Each line below that includes the word "read" adds one to the count; give that count and nothing else.

[STORED DATA — start]

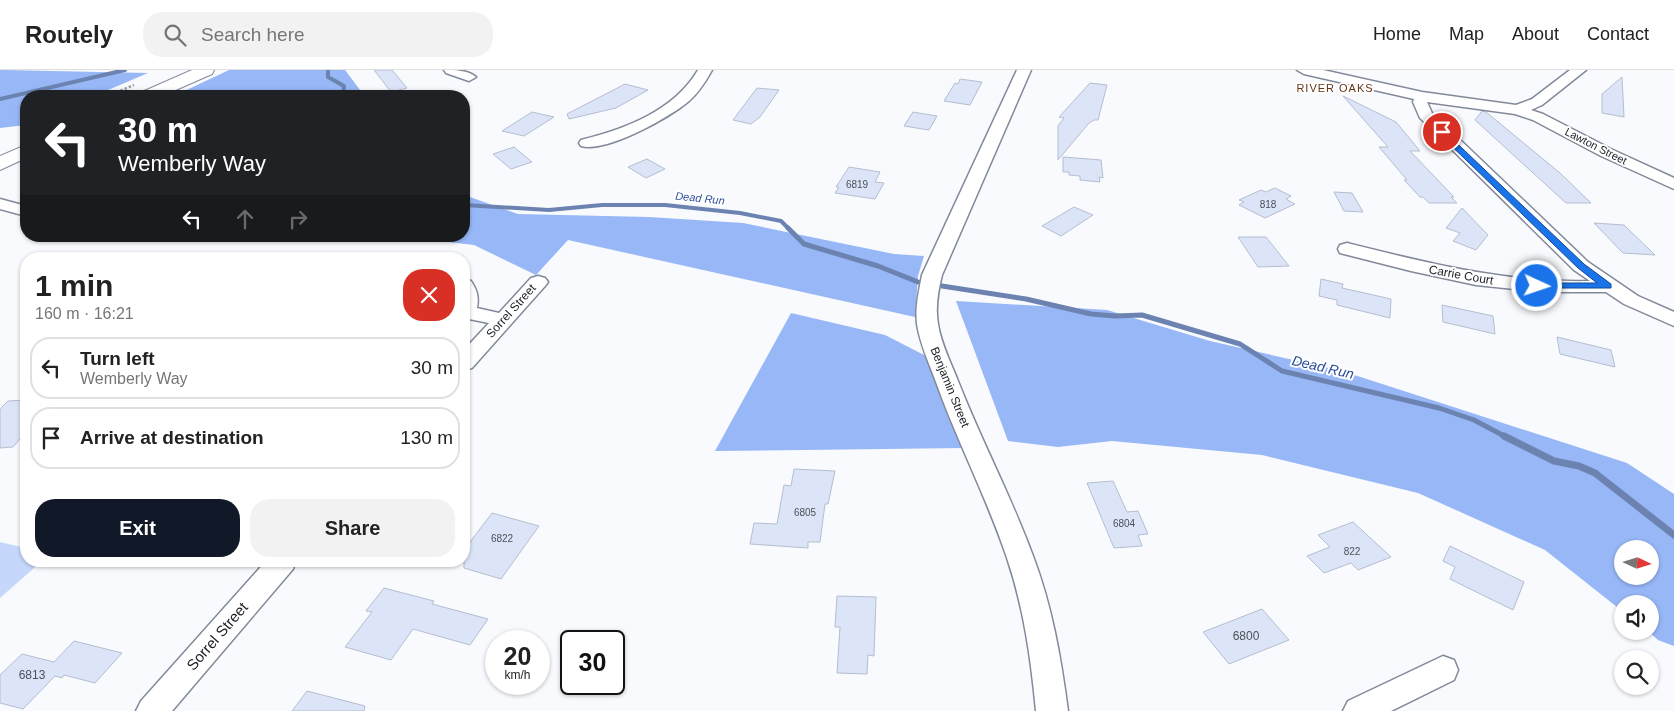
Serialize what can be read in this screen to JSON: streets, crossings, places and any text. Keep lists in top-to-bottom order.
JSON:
{
  "streets": {
    "street": [
      "Lawton Street",
      "Carrie Court",
      "Sorrel Street",
      "Benjamin Street"
    ]
  },
  "districts": ["RIVER OAKS"],
  "water": ["Dead Run"],
  "house_numbers": [
    "6819",
    "818",
    "6805",
    "6804",
    "6822",
    "822",
    "6800",
    "6813"
  ],
  "north": "right",
  "page": {
    "header": "Routely",
    "search": "Search here",
    "nav": [
      "Home",
      "Map",
      "About",
      "Contact"
    ],
    "turn": ["30 m", "Wemberly Way"],
    "heading": ["1 min", "160 m · 16:21"],
    "list": [
      {
        "name": "Turn left",
        "note": "Wemberly Way",
        "value": "30 m"
      },
      {
        "name": "Arrive at destination",
        "value": "130 m"
      }
    ],
    "buttons": ["Exit", "Share"],
    "speed": "20 km/h",
    "limit": "30"
  }
}
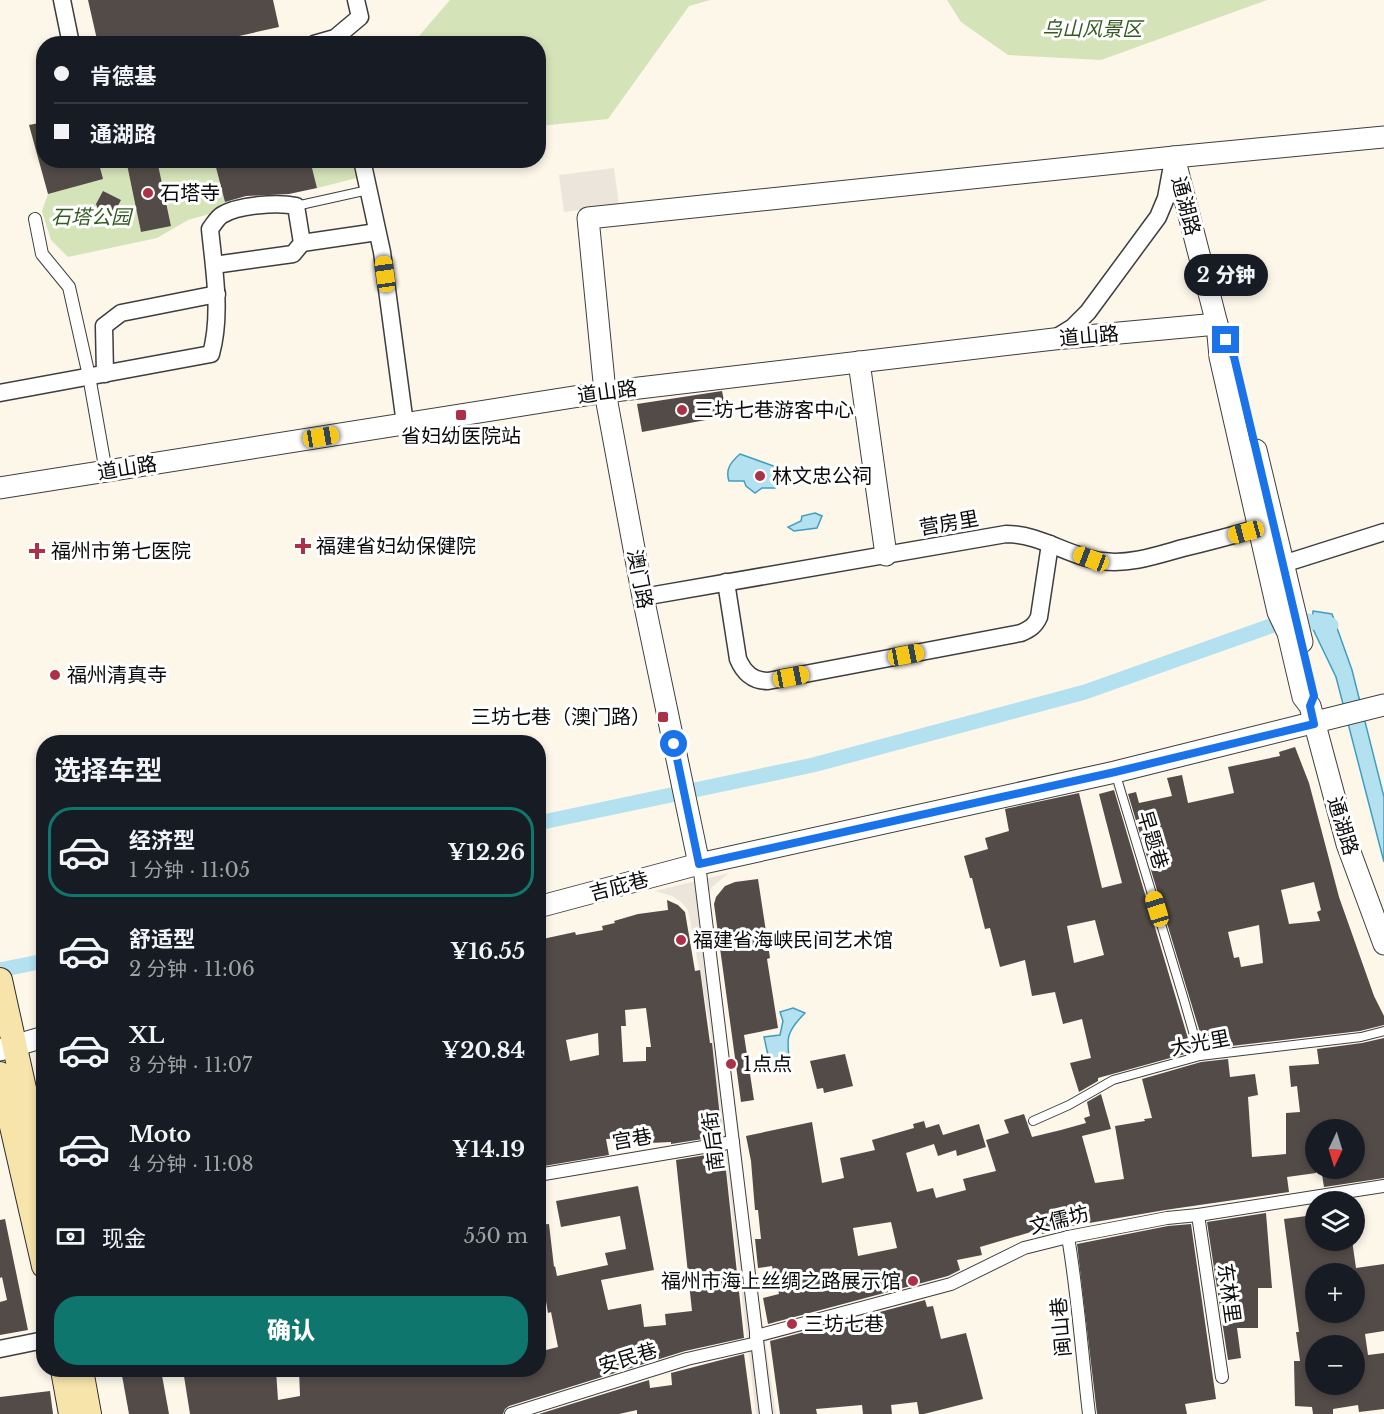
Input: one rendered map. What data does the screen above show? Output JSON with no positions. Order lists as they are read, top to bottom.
{
  "streets": {
    "street": [
      "通湖路",
      "道山路",
      "营房里",
      "澳门路",
      "吉庇巷",
      "宫巷",
      "南后街",
      "文儒坊",
      "东林里",
      "闽山巷",
      "安民巷"
    ],
    "lane": ["早题巷", "大光里"]
  },
  "crossings": [
    ["通湖路", "道山路"],
    ["通湖路", "营房里"],
    ["通湖路", "澳门路"],
    ["通湖路", "吉庇巷"],
    ["道山路", "澳门路"],
    ["营房里", "澳门路"],
    ["澳门路", "吉庇巷"],
    ["澳门路", "南后街"],
    ["早题巷", "吉庇巷"],
    ["早题巷", "大光里"],
    ["吉庇巷", "南后街"],
    ["宫巷", "南后街"],
    ["南后街", "文儒坊"],
    ["南后街", "安民巷"],
    ["文儒坊", "东林里"],
    ["文儒坊", "闽山巷"],
    ["文儒坊", "安民巷"]
  ],
  "parks": ["乌山风景区", "石塔公园"],
  "places": {
    "other": [
      "石塔寺",
      "三坊七巷游客中心",
      "林文忠公祠",
      "福州清真寺",
      "福建省海峡民间艺术馆",
      "1点点",
      "福州市海上丝绸之路展示馆",
      "三坊七巷"
    ],
    "transit": ["省妇幼医院站", "三坊七巷（澳门路）"],
    "health": ["福建省妇幼保健院", "福州市第七医院"]
  },
  "north": "bottom",
  "page": {
    "banner": ["肯德基", "通湖路"],
    "bubble": "2 分钟",
    "heading": "选择车型",
    "list": [
      {
        "name": "经济型",
        "note": "1 分钟 · 11:05",
        "value": "¥12.26"
      },
      {
        "name": "舒适型",
        "note": "2 分钟 · 11:06",
        "value": "¥16.55"
      },
      {
        "name": "XL",
        "note": "3 分钟 · 11:07",
        "value": "¥20.84"
      },
      {
        "name": "Moto",
        "note": "4 分钟 · 11:08",
        "value": "¥14.19"
      }
    ],
    "map_buttons": ["+", "−"],
    "pay": ["现金", "550 m"],
    "buttons": "确认"
  }
}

[STORED DATA — finish]

→ RESPONSE TO THE EXERCISE: 2